### THE TASK
Print out every record below, exactly as written.

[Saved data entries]
——————
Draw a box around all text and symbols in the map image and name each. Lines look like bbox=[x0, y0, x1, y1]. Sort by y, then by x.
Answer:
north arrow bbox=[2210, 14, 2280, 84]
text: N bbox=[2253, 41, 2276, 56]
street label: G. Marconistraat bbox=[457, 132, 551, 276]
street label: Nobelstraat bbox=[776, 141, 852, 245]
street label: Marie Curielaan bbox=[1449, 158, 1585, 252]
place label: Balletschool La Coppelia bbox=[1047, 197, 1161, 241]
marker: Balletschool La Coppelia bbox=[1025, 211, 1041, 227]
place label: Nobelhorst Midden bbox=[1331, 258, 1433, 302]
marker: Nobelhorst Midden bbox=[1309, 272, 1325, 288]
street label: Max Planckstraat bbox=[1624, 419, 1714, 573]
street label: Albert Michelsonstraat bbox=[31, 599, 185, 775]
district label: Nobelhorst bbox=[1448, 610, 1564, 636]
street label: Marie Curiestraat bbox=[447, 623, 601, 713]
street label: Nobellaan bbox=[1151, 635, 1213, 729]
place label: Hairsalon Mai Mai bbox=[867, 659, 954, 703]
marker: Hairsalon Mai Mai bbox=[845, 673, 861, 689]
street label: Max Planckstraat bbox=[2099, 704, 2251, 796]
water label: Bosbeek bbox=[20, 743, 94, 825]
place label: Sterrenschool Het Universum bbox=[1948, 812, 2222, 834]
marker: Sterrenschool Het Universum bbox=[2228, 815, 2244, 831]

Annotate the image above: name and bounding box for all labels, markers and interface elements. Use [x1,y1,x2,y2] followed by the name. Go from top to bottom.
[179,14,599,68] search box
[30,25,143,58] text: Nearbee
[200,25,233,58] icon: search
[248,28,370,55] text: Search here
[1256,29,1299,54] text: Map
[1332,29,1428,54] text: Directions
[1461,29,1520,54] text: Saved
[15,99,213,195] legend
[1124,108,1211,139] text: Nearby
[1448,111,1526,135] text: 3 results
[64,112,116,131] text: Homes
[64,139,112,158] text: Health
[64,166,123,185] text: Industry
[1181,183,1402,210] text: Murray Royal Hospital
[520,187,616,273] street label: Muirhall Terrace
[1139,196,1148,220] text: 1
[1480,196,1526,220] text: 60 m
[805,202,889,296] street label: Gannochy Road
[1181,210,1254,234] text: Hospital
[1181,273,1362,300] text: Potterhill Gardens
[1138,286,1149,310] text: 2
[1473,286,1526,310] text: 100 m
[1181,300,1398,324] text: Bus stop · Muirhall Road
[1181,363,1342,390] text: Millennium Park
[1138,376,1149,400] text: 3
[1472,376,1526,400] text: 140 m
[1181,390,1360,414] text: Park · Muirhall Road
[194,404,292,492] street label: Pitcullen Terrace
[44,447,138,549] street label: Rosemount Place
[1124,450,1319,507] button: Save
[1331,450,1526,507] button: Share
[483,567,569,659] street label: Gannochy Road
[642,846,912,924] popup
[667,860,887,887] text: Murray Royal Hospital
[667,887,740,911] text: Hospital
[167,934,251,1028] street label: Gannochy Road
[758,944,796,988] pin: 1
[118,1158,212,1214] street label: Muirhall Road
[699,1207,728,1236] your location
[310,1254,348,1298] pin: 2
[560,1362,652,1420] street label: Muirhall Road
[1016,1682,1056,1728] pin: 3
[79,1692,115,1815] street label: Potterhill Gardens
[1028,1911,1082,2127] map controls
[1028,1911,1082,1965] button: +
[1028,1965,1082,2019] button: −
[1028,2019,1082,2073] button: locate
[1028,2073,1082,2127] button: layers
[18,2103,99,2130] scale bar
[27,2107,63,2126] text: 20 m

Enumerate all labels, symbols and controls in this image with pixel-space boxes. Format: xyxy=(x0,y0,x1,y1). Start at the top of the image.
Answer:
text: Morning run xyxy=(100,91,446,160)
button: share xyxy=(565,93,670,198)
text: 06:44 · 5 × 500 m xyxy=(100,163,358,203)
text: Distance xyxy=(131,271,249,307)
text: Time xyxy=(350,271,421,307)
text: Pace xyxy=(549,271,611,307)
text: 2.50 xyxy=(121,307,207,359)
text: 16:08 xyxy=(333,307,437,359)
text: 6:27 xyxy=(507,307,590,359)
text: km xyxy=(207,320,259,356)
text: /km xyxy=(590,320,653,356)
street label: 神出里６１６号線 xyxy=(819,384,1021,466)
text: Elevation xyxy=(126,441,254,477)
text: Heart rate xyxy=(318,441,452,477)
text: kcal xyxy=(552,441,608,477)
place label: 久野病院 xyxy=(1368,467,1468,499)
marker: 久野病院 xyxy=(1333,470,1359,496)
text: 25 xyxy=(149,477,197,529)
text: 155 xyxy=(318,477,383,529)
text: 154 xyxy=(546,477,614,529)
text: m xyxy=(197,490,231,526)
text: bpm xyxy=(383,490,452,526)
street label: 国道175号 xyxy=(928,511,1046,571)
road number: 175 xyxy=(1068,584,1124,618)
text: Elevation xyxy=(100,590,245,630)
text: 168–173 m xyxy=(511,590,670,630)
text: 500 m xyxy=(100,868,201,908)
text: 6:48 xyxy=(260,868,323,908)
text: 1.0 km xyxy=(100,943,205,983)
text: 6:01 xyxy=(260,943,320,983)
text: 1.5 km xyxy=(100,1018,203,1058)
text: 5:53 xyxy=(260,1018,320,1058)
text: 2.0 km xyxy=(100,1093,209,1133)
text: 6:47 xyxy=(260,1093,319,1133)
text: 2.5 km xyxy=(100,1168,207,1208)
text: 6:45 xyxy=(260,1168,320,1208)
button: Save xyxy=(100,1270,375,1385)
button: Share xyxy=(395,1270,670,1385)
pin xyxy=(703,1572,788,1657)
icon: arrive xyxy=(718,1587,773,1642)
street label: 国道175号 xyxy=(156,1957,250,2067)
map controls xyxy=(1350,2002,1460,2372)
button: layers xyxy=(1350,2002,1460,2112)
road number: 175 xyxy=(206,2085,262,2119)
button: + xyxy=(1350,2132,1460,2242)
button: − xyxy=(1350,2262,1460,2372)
——————
### YOUR SOLUTION
Draw a box around all text and symbols in the map image and name each. Lines look like bbox=[x0, y0, x1, y1]. Sort by y, then by x.
Answer:
north arrow bbox=[2210, 14, 2280, 84]
text: N bbox=[2253, 41, 2276, 56]
street label: G. Marconistraat bbox=[457, 132, 551, 276]
street label: Nobelstraat bbox=[776, 141, 852, 245]
street label: Marie Curielaan bbox=[1449, 158, 1585, 252]
place label: Balletschool La Coppelia bbox=[1047, 197, 1161, 241]
marker: Balletschool La Coppelia bbox=[1025, 211, 1041, 227]
place label: Nobelhorst Midden bbox=[1331, 258, 1433, 302]
marker: Nobelhorst Midden bbox=[1309, 272, 1325, 288]
street label: Max Planckstraat bbox=[1624, 419, 1714, 573]
street label: Albert Michelsonstraat bbox=[31, 599, 185, 775]
district label: Nobelhorst bbox=[1448, 610, 1564, 636]
street label: Marie Curiestraat bbox=[447, 623, 601, 713]
street label: Nobellaan bbox=[1151, 635, 1213, 729]
place label: Hairsalon Mai Mai bbox=[867, 659, 954, 703]
marker: Hairsalon Mai Mai bbox=[845, 673, 861, 689]
street label: Max Planckstraat bbox=[2099, 704, 2251, 796]
water label: Bosbeek bbox=[20, 743, 94, 825]
place label: Sterrenschool Het Universum bbox=[1948, 812, 2222, 834]
marker: Sterrenschool Het Universum bbox=[2228, 815, 2244, 831]

Annotate the image above: name and bounding box for all labels, markers and interface elements. Use [x1,y1,x2,y2] followed by the name. Go from top to bottom.
[179,14,599,68] search box
[30,25,143,58] text: Nearbee
[200,25,233,58] icon: search
[248,28,370,55] text: Search here
[1256,29,1299,54] text: Map
[1332,29,1428,54] text: Directions
[1461,29,1520,54] text: Saved
[15,99,213,195] legend
[1124,108,1211,139] text: Nearby
[1448,111,1526,135] text: 3 results
[64,112,116,131] text: Homes
[64,139,112,158] text: Health
[64,166,123,185] text: Industry
[1181,183,1402,210] text: Murray Royal Hospital
[520,187,616,273] street label: Muirhall Terrace
[1139,196,1148,220] text: 1
[1480,196,1526,220] text: 60 m
[805,202,889,296] street label: Gannochy Road
[1181,210,1254,234] text: Hospital
[1181,273,1362,300] text: Potterhill Gardens
[1138,286,1149,310] text: 2
[1473,286,1526,310] text: 100 m
[1181,300,1398,324] text: Bus stop · Muirhall Road
[1181,363,1342,390] text: Millennium Park
[1138,376,1149,400] text: 3
[1472,376,1526,400] text: 140 m
[1181,390,1360,414] text: Park · Muirhall Road
[194,404,292,492] street label: Pitcullen Terrace
[44,447,138,549] street label: Rosemount Place
[1124,450,1319,507] button: Save
[1331,450,1526,507] button: Share
[483,567,569,659] street label: Gannochy Road
[642,846,912,924] popup
[667,860,887,887] text: Murray Royal Hospital
[667,887,740,911] text: Hospital
[167,934,251,1028] street label: Gannochy Road
[758,944,796,988] pin: 1
[118,1158,212,1214] street label: Muirhall Road
[699,1207,728,1236] your location
[310,1254,348,1298] pin: 2
[560,1362,652,1420] street label: Muirhall Road
[1016,1682,1056,1728] pin: 3
[79,1692,115,1815] street label: Potterhill Gardens
[1028,1911,1082,2127] map controls
[1028,1911,1082,1965] button: +
[1028,1965,1082,2019] button: −
[1028,2019,1082,2073] button: locate
[1028,2073,1082,2127] button: layers
[18,2103,99,2130] scale bar
[27,2107,63,2126] text: 20 m

Enumerate all labels, symbols and controls in this image with pixel-space boxes. Format: xyxy=(x0,y0,x1,y1). Start at the top of the image.
Answer:
text: Morning run xyxy=(100,91,446,160)
button: share xyxy=(565,93,670,198)
text: 06:44 · 5 × 500 m xyxy=(100,163,358,203)
text: Distance xyxy=(131,271,249,307)
text: Time xyxy=(350,271,421,307)
text: Pace xyxy=(549,271,611,307)
text: 2.50 xyxy=(121,307,207,359)
text: 16:08 xyxy=(333,307,437,359)
text: 6:27 xyxy=(507,307,590,359)
text: km xyxy=(207,320,259,356)
text: /km xyxy=(590,320,653,356)
street label: 神出里６１６号線 xyxy=(819,384,1021,466)
text: Elevation xyxy=(126,441,254,477)
text: Heart rate xyxy=(318,441,452,477)
text: kcal xyxy=(552,441,608,477)
place label: 久野病院 xyxy=(1368,467,1468,499)
marker: 久野病院 xyxy=(1333,470,1359,496)
text: 25 xyxy=(149,477,197,529)
text: 155 xyxy=(318,477,383,529)
text: 154 xyxy=(546,477,614,529)
text: m xyxy=(197,490,231,526)
text: bpm xyxy=(383,490,452,526)
street label: 国道175号 xyxy=(928,511,1046,571)
road number: 175 xyxy=(1068,584,1124,618)
text: Elevation xyxy=(100,590,245,630)
text: 168–173 m xyxy=(511,590,670,630)
text: 500 m xyxy=(100,868,201,908)
text: 6:48 xyxy=(260,868,323,908)
text: 1.0 km xyxy=(100,943,205,983)
text: 6:01 xyxy=(260,943,320,983)
text: 1.5 km xyxy=(100,1018,203,1058)
text: 5:53 xyxy=(260,1018,320,1058)
text: 2.0 km xyxy=(100,1093,209,1133)
text: 6:47 xyxy=(260,1093,319,1133)
text: 2.5 km xyxy=(100,1168,207,1208)
text: 6:45 xyxy=(260,1168,320,1208)
button: Save xyxy=(100,1270,375,1385)
button: Share xyxy=(395,1270,670,1385)
pin xyxy=(703,1572,788,1657)
icon: arrive xyxy=(718,1587,773,1642)
street label: 国道175号 xyxy=(156,1957,250,2067)
map controls xyxy=(1350,2002,1460,2372)
button: layers xyxy=(1350,2002,1460,2112)
road number: 175 xyxy=(206,2085,262,2119)
button: + xyxy=(1350,2132,1460,2242)
button: − xyxy=(1350,2262,1460,2372)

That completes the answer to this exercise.